Factbox-Latest on the worldwide spread of the coronavirus – Metro US

Factbox-Latest on the worldwide spread of the coronavirus

People who got a dose of the Pfizer-BioNTech coronavirus disease
People who got a dose of the Pfizer-BioNTech coronavirus disease (COVID-19) vaccine wait to check for possible abnormal reactions at a COVID-19 vaccination center on the last day of its operation in Seoul

(Reuters) – Japan’s factory output shrank for the third straight month in September as the auto sector was hit by a global supply shortage, raising the risk of an economic contraction in the third quarter and throwing the recovery into doubt.


* Eikon users, see COVID-19: MacroVitals https://apac1.apps.cp.thomsonreuters.com/cms/?navid=1592404098 for a case tracker and summary of news


* Britain will remove next week the last seven countries on its coronavirus “red list”. The country’s cases fell nearly 10% over the past week.

* Ukraine registered a record daily high of 26,870 new coronavirus infections over the past 24 hours, exceeding the previous high of 26,071 a day earlier, the health ministry said on Friday.


* Citigroup Inc said on Thursday it will require all U.S. employees to be vaccinated against COVID-19 as a condition of their employment.

* Brazil registered on Thursday 389 new COVID-19 deaths and 15,268 additional confirmed cases of the virus, according to data released by the health ministry.

* Mexico added 357 new confirmed coronavirus fatalities on Thursday, health ministry data showed, bringing the country’s overall death toll from the pandemic to 287,631.

* Pfizer and BioNTech said they expect to deliver 50 million more doses of their vaccine to the U.S. government by April-end.


* South Korea said on Friday it will drop all operating-hour curbs on restaurants and cafes and implement its first vaccine passport for high-risk venues, such as gyms, saunas and bars, as it tries to “live with COVID-19”.

* COVID-19 vaccines have arrived at Australia’s Casey research station in Antarctica, authorities said on Friday, allowing expeditioners to be inoculated before they journey back home to a country reopening to the world.

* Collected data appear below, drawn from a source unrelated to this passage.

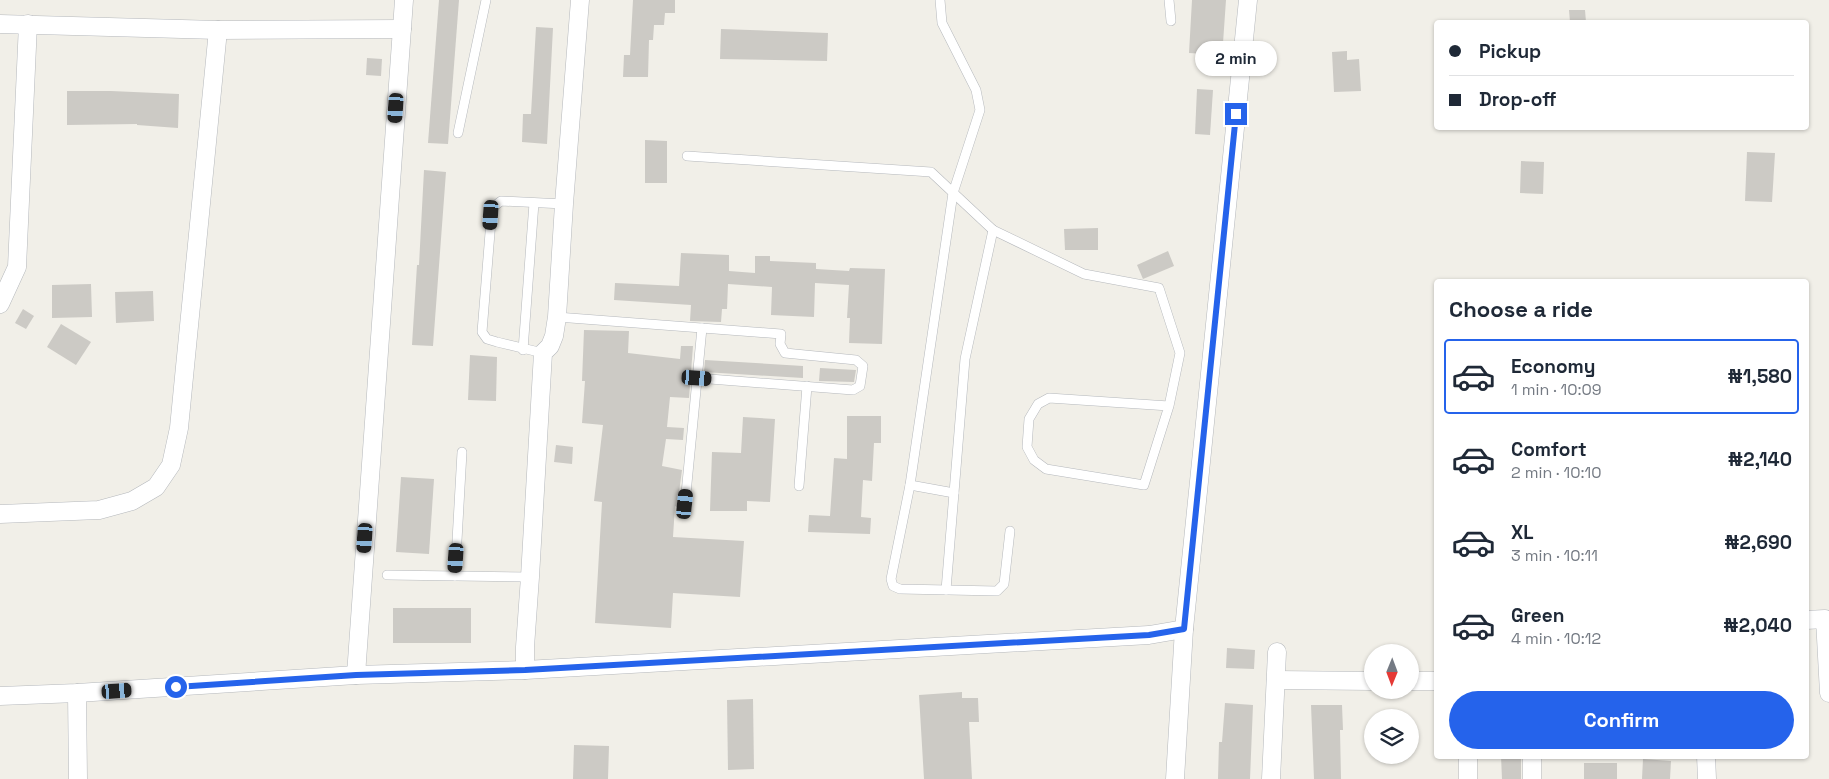 <!DOCTYPE html>
<html lang="en">
<head>
<meta charset="utf-8">
<style>
	:root { --surface:#fff; --page:#f2f2f3; --text:#1f2937; --muted:#747a83; --line:#e0e1e3; --accent:#2563eb }
	body { margin:0; font-family:"Space Grotesk",sans-serif; background:var(--page); color:var(--text); height:100vh; display:flex; flex-direction:column; font-size:19px; white-space:nowrap }
	* { box-sizing:border-box; margin:0 }
	p { font-size:16px; color:var(--muted) }
	.icon { flex:none; width:28px; height:28px; fill:none; stroke:currentColor; stroke-width:2; stroke-linecap:round; stroke-linejoin:round }
	.map { position:relative; flex:1; overflow:hidden }
	.side { position:absolute; left:1434px; top:279px; width:375px; height:480px; display:flex; flex-direction:column; background:var(--surface); border-radius:5px; box-shadow:0 1px 4px #0004 }
	.side>* { flex:none }
	.banner { position:absolute; left:1434px; top:20px; width:375px; height:110px; border-radius:5px; box-shadow:0 1px 4px #0004; display:grid; align-content:center; height:110px; padding:0 15px; background:var(--surface) }
	.needle { width:32px; rotate:181deg }
	.controls { position:absolute; left:1364px; top:644px; display:grid; gap:10px }
	.controls a { display:grid; place-items:center; width:55px; height:55px; border-radius:50%; background:var(--surface); box-shadow:0 1px 4px #0004; font-size:25px }
	.end { position:absolute; width:22px; height:22px; margin:-11px; border:6px solid #2563eb; background:#fff; box-shadow:0 0 0 2px #fff }
	.from { border-radius:50% }
	.bubble { position:absolute; height:35px; border-radius:18px; background:var(--surface); box-shadow:0 1px 4px #0004; font-size:16px; font-weight:600; line-height:35px; text-align:center }
	.car { position:absolute; width:15px; height:30px; margin:-15px -8px; border-radius:6px; box-shadow:0 0 4px 1px #0007; background:linear-gradient(#222 24%,#8ab4d8 0 40%,#222 0 76%,#8ab4d8 0 86%,#222 0) }
	.banner b { display:flex; align-items:center; gap:18px; height:48px; font-size:19px }
	.banner b+b { border-top:1px solid var(--line) }
	.banner i { width:12px; height:12px; background:var(--text) }
	ul { padding:0; list-style:none }
	li { display:flex; align-items:center; gap:15px; height:75px; margin:0 10px 8px; padding:0 5px; border:2px solid transparent; border-radius:5px }
	li div { flex:1 }
	li b { display:block; font-size:19px }
	li em { font-style:normal; font-weight:600 }
	li.current { border-color:var(--accent) }
	li>.icon { width:45px; height:45px; stroke-width:1.5 }
	h2 { padding:0 15px; font-size:22px; line-height:60px }
	.cta { display:flex; gap:10px; margin-top:auto; padding:10px 15px }
	.cta a { flex:1; height:58px; border-radius:30px; background:var(--accent); color:#fff; font-size:20px; font-weight:600; line-height:58px; text-align:center }
	.map>svg:first-child { display:block }
	.building { fill:#cccac5 }
	.lines { fill:none; stroke-linecap:round; stroke-linejoin:round }
	.lane-casing { stroke:#b5b8bc; stroke-width:10 }
	.street-casing { stroke:#b5b8bc; stroke-width:19 }
	.lane { stroke:#fff; stroke-width:9 }
	.street { stroke:#fff; stroke-width:18 }
	.route { stroke:#2563eb; stroke-width:6 }
</style>
</head>
<body>
<div class="map">
<svg width="1829" height="779" viewBox="0 0 1829 779">
	<rect width="100%" height="100%" fill="#f1efe8"/>
	<g class="building">
		<polygon points="439,0 459,0 448,144 428,143"/>
		<polygon points="633,0 675,0 675,13 665,13 664,25 654,25 653,40 649,40 648,77 623,77 624,55 630,55"/>
		<polygon points="1192,0 1226,0 1223,43 1206,42 1205,54 1189,53"/>
		<polygon points="1569,10 1585,10 1586,22 1570,22"/>
		<polygon points="536,27 553,28 547,144 522,142 523,114 531,114"/>
		<polygon points="721,29 828,33 827,61 720,59"/>
		<polygon points="1347,51 1347,60 1359,59 1361,91 1334,92 1332,52"/>
		<polygon points="367,58 382,59 381,76 366,75"/>
		<polygon points="1197,89 1213,90 1210,135 1195,134"/>
		<polygon points="67,91 111,91 179,94 178,128 137,125 137,124 67,125"/>
		<polygon points="645,140 667,141 667,183 645,183"/>
		<polygon points="1747,152 1775,153 1772,202 1745,201"/>
		<polygon points="1521,161 1544,162 1543,194 1520,193"/>
		<polygon points="424,170 446,172 433,346 412,345 417,265 419,265"/>
		<polygon points="1098,228 1098,250 1065,250 1064,229"/>
		<polygon points="1168,251 1174,266 1143,279 1137,265"/>
		<polygon points="681,253 729,255 729,271 755,273 755,256 770,256 770,261 816,263 816,269 849,271 850,268 885,269 882,344 849,343 850,318 847,318 849,285 815,283 814,317 771,315 772,287 728,284 727,309 722,309 721,322 690,321 691,305 614,300 615,283 679,286"/>
		<polygon points="91,284 92,317 52,318 52,285"/>
		<polygon points="153,291 154,321 116,323 115,292"/>
		<polygon points="23,309 34,316 26,329 15,323"/>
		<polygon points="61,324 91,342 76,365 47,347"/>
		<polygon points="584,330 629,331 628,353 680,359 681,346 693,346 689,398 670,397 667,427 684,428 683,440 666,439 662,466 682,470 677,507 675,506 673,537 744,541 740,597 673,593 671,628 595,623 602,502 594,501 603,425 582,423 585,381 582,381"/>
		<polygon points="470,355 497,357 496,401 468,400"/>
		<polygon points="705,360 803,366 803,378 704,372"/>
		<polygon points="820,368 856,370 854,382 819,381"/>
		<polygon points="847,416 881,416 881,443 874,443 872,481 863,480 861,517 871,518 870,534 808,532 809,515 830,516 834,458 847,459"/>
		<polygon points="743,417 775,419 770,502 747,501 747,511 710,511 712,452 741,453"/>
		<polygon points="556,445 573,447 572,464 554,462"/>
		<polygon points="401,477 434,479 429,554 396,552"/>
		<rect x="393" y="608" width="78" height="35"/>
		<polygon points="1227,648 1255,650 1254,669 1226,668"/>
		<polygon points="962,692 962,698 978,698 979,722 969,722 972,779 924,779 919,695"/>
		<polygon points="753,699 754,769 728,770 727,700"/>
		<polygon points="1225,703 1253,705 1250,779 1218,779 1219,742 1222,742"/>
		<polygon points="1311,705 1342,705 1343,730 1340,730 1341,779 1314,779"/>
		<polygon points="574,745 609,746 608,779 573,779"/>
		<polygon points="1501,756 1521,756 1521,779 1502,779"/>
		<polygon points="1643,759 1671,761 1670,779 1642,779"/>
		<rect x="1584" y="763" width="33" height="16"/>
	</g>
	<g class="lines">
		<defs>
			<g id="lane">
				<polyline points="940,0 942,23 976,90 980,110 953,193 910,485 891,579 893,586 900,589 997,591 1004,584 1010,531"/>
				<polyline points="1169,0 1171,21"/>
				<polyline points="458,133 486,0"/>
				<polyline points="687,156 931,172 993,230 1084,274 1159,288 1180,353 1169,406 1144,485 1046,469 1034,460 1027,447 1029,419 1038,404 1049,398 1169,406"/>
				<polyline points="557,317 781,334 780,344 785,353 856,360 863,366 860,386 853,390 697,378"/>
				<polyline points="523,350 534,203"/>
				<polyline points="543,353 497,342 487,339 482,332 492,208 501,201 564,204"/>
				<polyline points="910,485 954,493"/>
				<polyline points="799,486 807,386"/>
				<polyline points="685,504 702,328"/>
				<polyline points="387,575 530,577"/>
				<polyline points="455,576 462,452"/>
				<polyline points="946,590 965,359 993,230"/>
			</g>
			<g id="street">
				<polyline points="0,24 218,30 402,29"/>
				<polyline points="0,304 17,267 28,24"/>
				<polyline points="0,514 99,510 132,501 156,487 171,465 179,428 218,30"/>
				<polyline points="1806,620 1825,619 1829,693"/>
				<polyline points="525,670 525,647 530,577 543,353 550,346 554,336 557,317 564,204 580,0"/>
				<polyline points="356,675 404,0"/>
				<polyline points="1276,680 1372,681"/>
				<polyline points="1410,681 1436,681"/>
				<polyline points="77,693 78,779"/>
				<polyline points="0,696 77,693 356,675 525,670 1149,635 1184,629 1248,0"/>
				<polyline points="1468,756 1468,779"/>
				<polyline points="1706,756 1707,779"/>
				<polyline points="1175,779 1184,629"/>
				<polyline points="1271,779 1277,652"/>
				<polyline points="1532,779 1532,756"/>
			</g>
		</defs>
		<use href="#lane" class="lane-casing"/>
		<use href="#street" class="street-casing"/>
		<use href="#lane" class="lane"/>
		<use href="#street" class="street"/>
	</g>
	<g class="lines">
		<polyline class="route" points="176,687 356,675 525,670 1149,635 1184,629 1236,114"/>
	</g>
</svg>
<div class="controls">
<a><svg class="needle" viewBox="-14 -14 28 28"><path d="M0-13l5 13h-10z" fill="#e53935"/><path d="M0 13l5-13h-10z" fill="#747a83"/></svg></a>
<a><svg class="icon" aria-label="layers" viewBox="0 0 24 24"><path d="M12 4l9 5-9 5-9-5zM3 14l9 5 9-5"/></svg></a>
</div>
<i class="end from" style="left:176px;top:687px"></i>
<i class="end" style="left:1236px;top:114px"></i>
<div class="bubble" style="left:1195px;top:41px;width:82px">2 min</div>
<i class="car" style="left:396px;top:108px;rotate:184deg"></i>
<i class="car" style="left:491px;top:215px;rotate:184deg"></i>
<i class="car" style="left:697px;top:378px;rotate:94deg"></i>
<i class="car" style="left:685px;top:504px;rotate:6deg"></i>
<i class="car" style="left:365px;top:538px;rotate:184deg"></i>
<i class="car" style="left:456px;top:558px;rotate:184deg"></i>
<i class="car" style="left:117px;top:691px;rotate:86deg"></i>
<div class="banner">
<b><i class="from"></i>Pickup</b>
<b><i></i>Drop-off</b>
</div>
<section class="side">
<h2>Choose a ride</h2>
<ul>
<li class="current"><svg class="icon" aria-label="car" viewBox="0 0 24 24"><path d="M5 17H2v-5l4-1 3-4h7l3 4 3 1v5h-3M9 17h6M6 11h13"/><circle cx="7" cy="17" r="2"/><circle cx="17" cy="17" r="2"/></svg><div><b>Economy</b><p>1 min · 10:09</p></div><em>₦1,580</em></li>
<li><svg class="icon" aria-label="car" viewBox="0 0 24 24"><path d="M5 17H2v-5l4-1 3-4h7l3 4 3 1v5h-3M9 17h6M6 11h13"/><circle cx="7" cy="17" r="2"/><circle cx="17" cy="17" r="2"/></svg><div><b>Comfort</b><p>2 min · 10:10</p></div><em>₦2,140</em></li>
<li><svg class="icon" aria-label="car" viewBox="0 0 24 24"><path d="M5 17H2v-5l4-1 3-4h7l3 4 3 1v5h-3M9 17h6M6 11h13"/><circle cx="7" cy="17" r="2"/><circle cx="17" cy="17" r="2"/></svg><div><b>XL</b><p>3 min · 10:11</p></div><em>₦2,690</em></li>
<li><svg class="icon" aria-label="car" viewBox="0 0 24 24"><path d="M5 17H2v-5l4-1 3-4h7l3 4 3 1v5h-3M9 17h6M6 11h13"/><circle cx="7" cy="17" r="2"/><circle cx="17" cy="17" r="2"/></svg><div><b>Green</b><p>4 min · 10:12</p></div><em>₦2,040</em></li>
</ul>
<div class="cta"><a>Confirm</a></div>
</section>
</div>
</body>
</html>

* From printing coupons as replacement cash to breeding ornamental black swans to eat, North Korea is being forced to innovate to handle economic woes and food shortages as anti-pandemic border lockdowns drag on, reports suggest.

* China reported 64 new confirmed coronavirus cases for Oct. 28, compared with 39 a day earlier, the country’s health authority said on Friday.

* Each morning, Adulwitch Tangsupmanee brings a cart of crispy pork belly to a run-down cinema in Bangkok’s Chinatown and sets up the same street-food stall his internationally renowned father ran for nearly 50 years before dying of COVID-19 in July.

* A circus-themed bar in Sydney is readying to open on Monday for the first time in four months, with new staff going through their paces and arcade machines serviced, polished and primed.


* The World Bank has approved a $360 million development policy financing loan to support Egypt’s post-pandemic recovery, the lender said.


* The WHO said it was seeking further data from Merck on its experimental new antiviral COVID-19 pill and hoped to issue guidance in coming weeks regarding its use for mild and moderate cases.


* Asian shares and U.S. stock futures slipped on Friday, as Amazon and Apple quarterly earnings bucked a recent strong trend and growth and inflation fears continued to weigh. [MKTS/GLOB]

* Australia’s central bank on Friday lost all control of the yield target key to its stimulus policy as bonds suffered their biggest shellacking in decades and markets howled for rate hikes as soon as April.

* A global parts and chip shortage is taking a heavy toll on Japanese firms with seven out of eight automakers seeing global output drop in September, casting doubt over the central bank’s view the impact of supply constraints will be temporary.

* Brazil’s economy is unravelling quickly and is set to become the worst performer among the world’s top 20 next year, with some risks of recession on the horizon in the election-bound country, a Reuters poll showed.